MATERIAL PROVIDED:
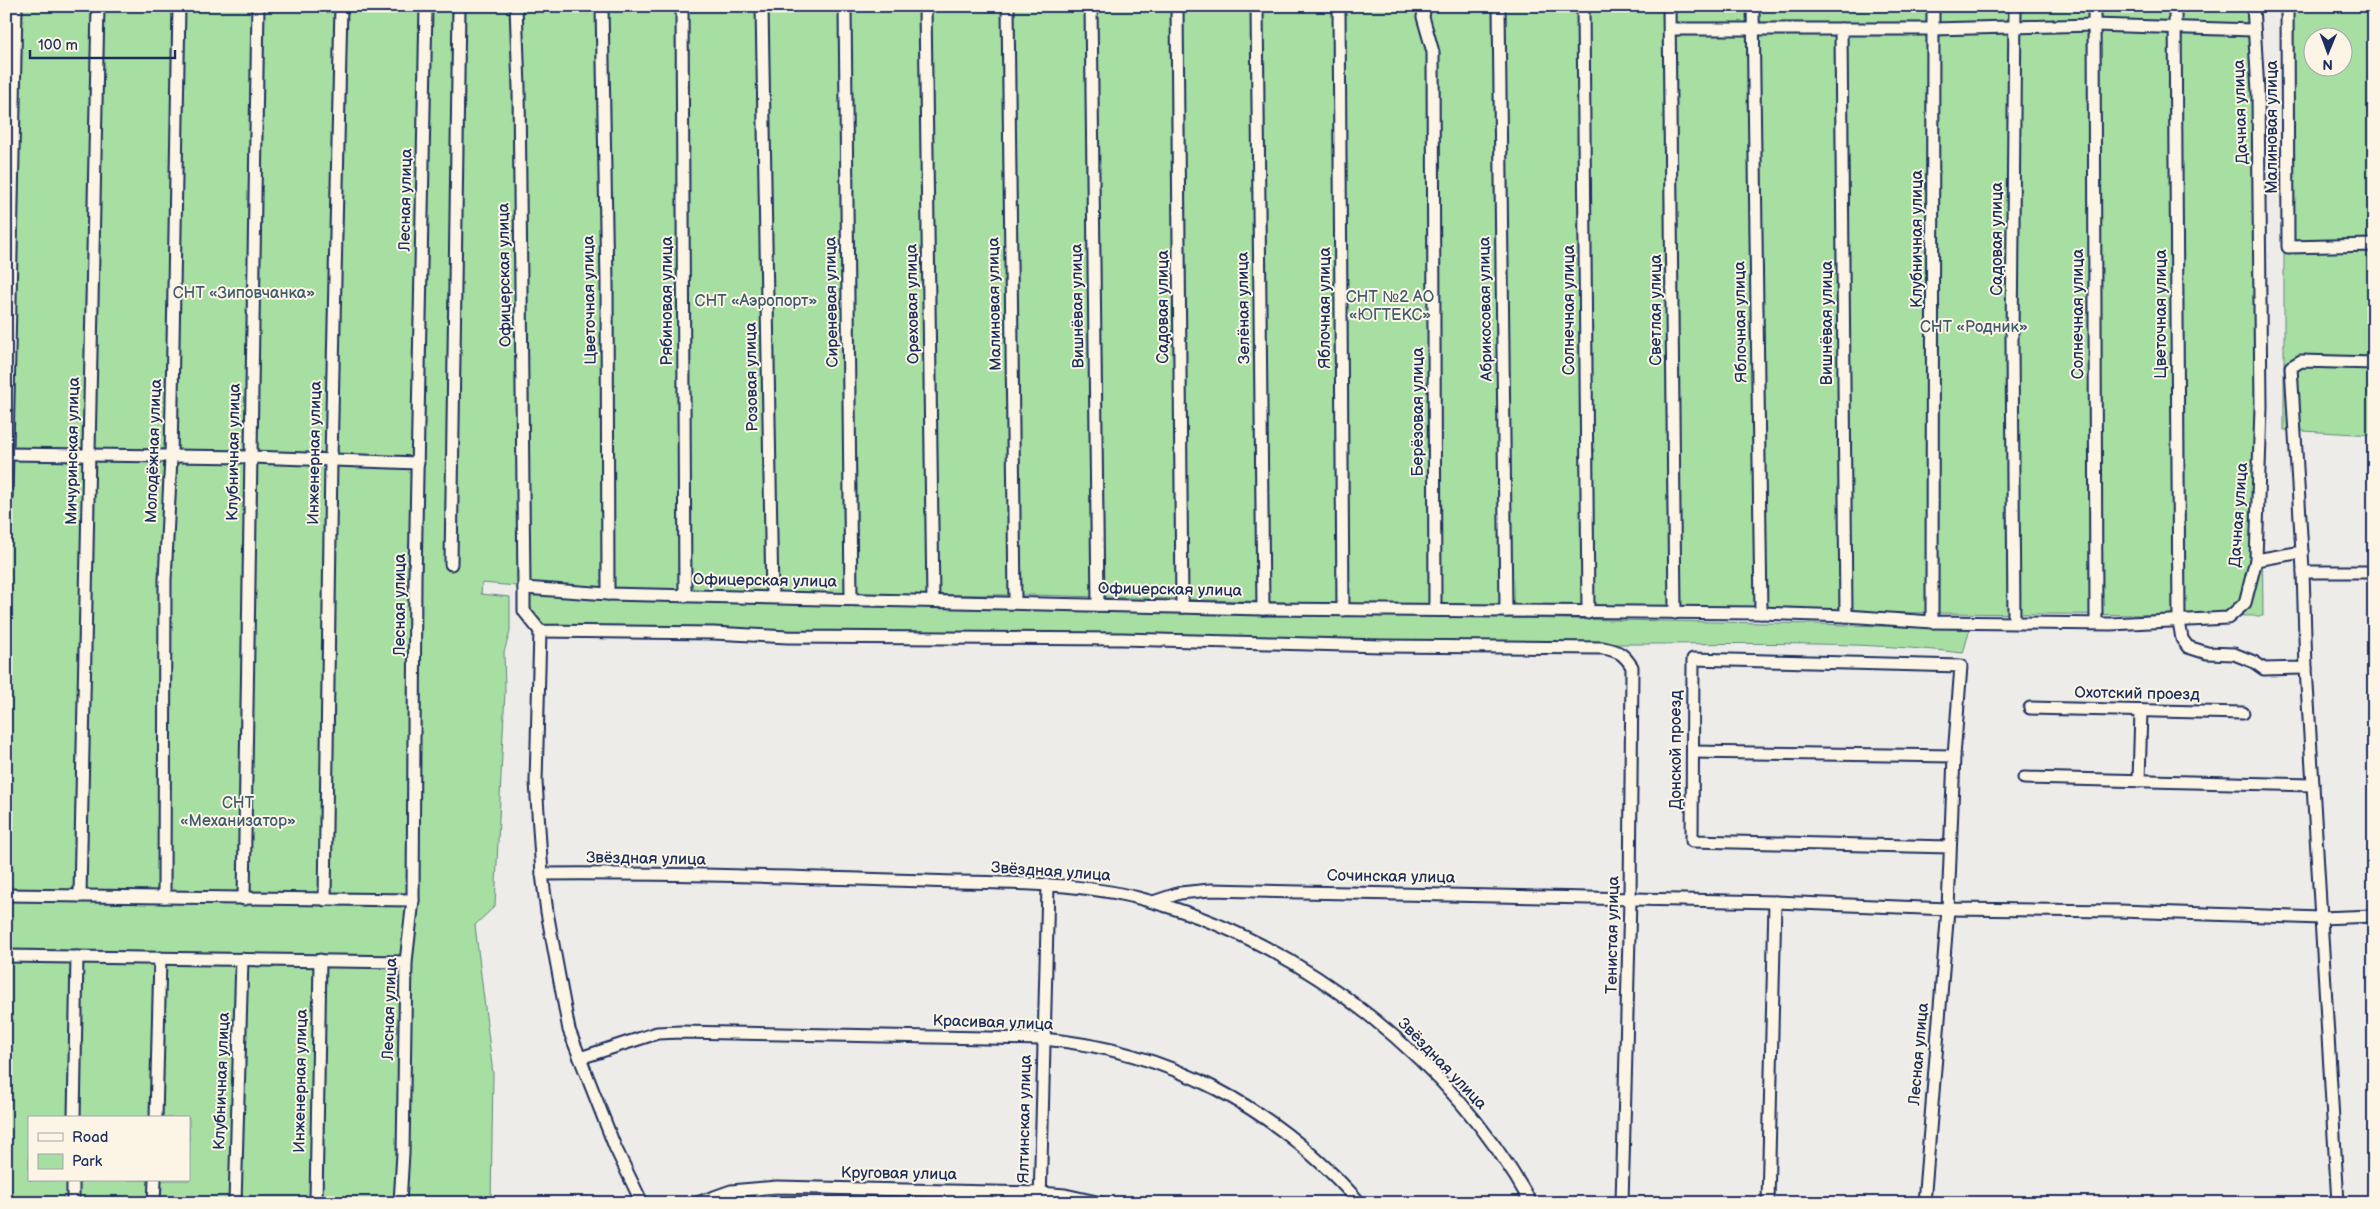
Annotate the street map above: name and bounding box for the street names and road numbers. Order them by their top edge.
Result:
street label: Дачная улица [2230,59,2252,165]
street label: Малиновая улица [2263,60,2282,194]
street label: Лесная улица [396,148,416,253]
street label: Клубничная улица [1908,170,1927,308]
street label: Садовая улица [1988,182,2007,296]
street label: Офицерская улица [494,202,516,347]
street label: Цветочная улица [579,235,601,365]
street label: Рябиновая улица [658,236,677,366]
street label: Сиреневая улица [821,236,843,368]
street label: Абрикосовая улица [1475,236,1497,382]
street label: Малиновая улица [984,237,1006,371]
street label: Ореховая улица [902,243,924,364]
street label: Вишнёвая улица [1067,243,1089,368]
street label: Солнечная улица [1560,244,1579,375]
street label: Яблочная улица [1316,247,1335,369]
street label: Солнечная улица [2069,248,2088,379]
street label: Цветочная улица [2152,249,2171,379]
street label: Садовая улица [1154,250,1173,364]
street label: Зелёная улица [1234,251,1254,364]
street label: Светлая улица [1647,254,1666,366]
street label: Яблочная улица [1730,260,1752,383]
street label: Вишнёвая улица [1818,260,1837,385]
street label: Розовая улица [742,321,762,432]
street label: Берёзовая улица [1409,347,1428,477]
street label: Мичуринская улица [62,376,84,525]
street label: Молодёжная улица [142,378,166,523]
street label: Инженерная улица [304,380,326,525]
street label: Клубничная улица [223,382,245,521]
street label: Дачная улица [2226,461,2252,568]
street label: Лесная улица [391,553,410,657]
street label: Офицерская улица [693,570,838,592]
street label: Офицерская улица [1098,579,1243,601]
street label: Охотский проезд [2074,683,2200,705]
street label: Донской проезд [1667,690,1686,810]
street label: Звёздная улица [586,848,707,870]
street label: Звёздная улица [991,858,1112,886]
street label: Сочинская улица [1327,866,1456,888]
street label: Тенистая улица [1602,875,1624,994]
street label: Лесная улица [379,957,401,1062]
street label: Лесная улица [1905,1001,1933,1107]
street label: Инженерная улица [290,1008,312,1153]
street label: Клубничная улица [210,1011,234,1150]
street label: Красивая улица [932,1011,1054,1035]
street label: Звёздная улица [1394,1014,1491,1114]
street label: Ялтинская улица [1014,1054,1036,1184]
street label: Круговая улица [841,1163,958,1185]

WHAT TO WORK ON: Every line of the records above should be copied exactly, while the pictures are left behind.

EXPECTED ANSWER:
Annotate the street map above: name and bounding box for the street names and road numbers. Order them by their top edge.
Result:
street label: Дачная улица [2230,59,2252,165]
street label: Малиновая улица [2263,60,2282,194]
street label: Лесная улица [396,148,416,253]
street label: Клубничная улица [1908,170,1927,308]
street label: Садовая улица [1988,182,2007,296]
street label: Офицерская улица [494,202,516,347]
street label: Цветочная улица [579,235,601,365]
street label: Рябиновая улица [658,236,677,366]
street label: Сиреневая улица [821,236,843,368]
street label: Абрикосовая улица [1475,236,1497,382]
street label: Малиновая улица [984,237,1006,371]
street label: Ореховая улица [902,243,924,364]
street label: Вишнёвая улица [1067,243,1089,368]
street label: Солнечная улица [1560,244,1579,375]
street label: Яблочная улица [1316,247,1335,369]
street label: Солнечная улица [2069,248,2088,379]
street label: Цветочная улица [2152,249,2171,379]
street label: Садовая улица [1154,250,1173,364]
street label: Зелёная улица [1234,251,1254,364]
street label: Светлая улица [1647,254,1666,366]
street label: Яблочная улица [1730,260,1752,383]
street label: Вишнёвая улица [1818,260,1837,385]
street label: Розовая улица [742,321,762,432]
street label: Берёзовая улица [1409,347,1428,477]
street label: Мичуринская улица [62,376,84,525]
street label: Молодёжная улица [142,378,166,523]
street label: Инженерная улица [304,380,326,525]
street label: Клубничная улица [223,382,245,521]
street label: Дачная улица [2226,461,2252,568]
street label: Лесная улица [391,553,410,657]
street label: Офицерская улица [693,570,838,592]
street label: Офицерская улица [1098,579,1243,601]
street label: Охотский проезд [2074,683,2200,705]
street label: Донской проезд [1667,690,1686,810]
street label: Звёздная улица [586,848,707,870]
street label: Звёздная улица [991,858,1112,886]
street label: Сочинская улица [1327,866,1456,888]
street label: Тенистая улица [1602,875,1624,994]
street label: Лесная улица [379,957,401,1062]
street label: Лесная улица [1905,1001,1933,1107]
street label: Инженерная улица [290,1008,312,1153]
street label: Клубничная улица [210,1011,234,1150]
street label: Красивая улица [932,1011,1054,1035]
street label: Звёздная улица [1394,1014,1491,1114]
street label: Ялтинская улица [1014,1054,1036,1184]
street label: Круговая улица [841,1163,958,1185]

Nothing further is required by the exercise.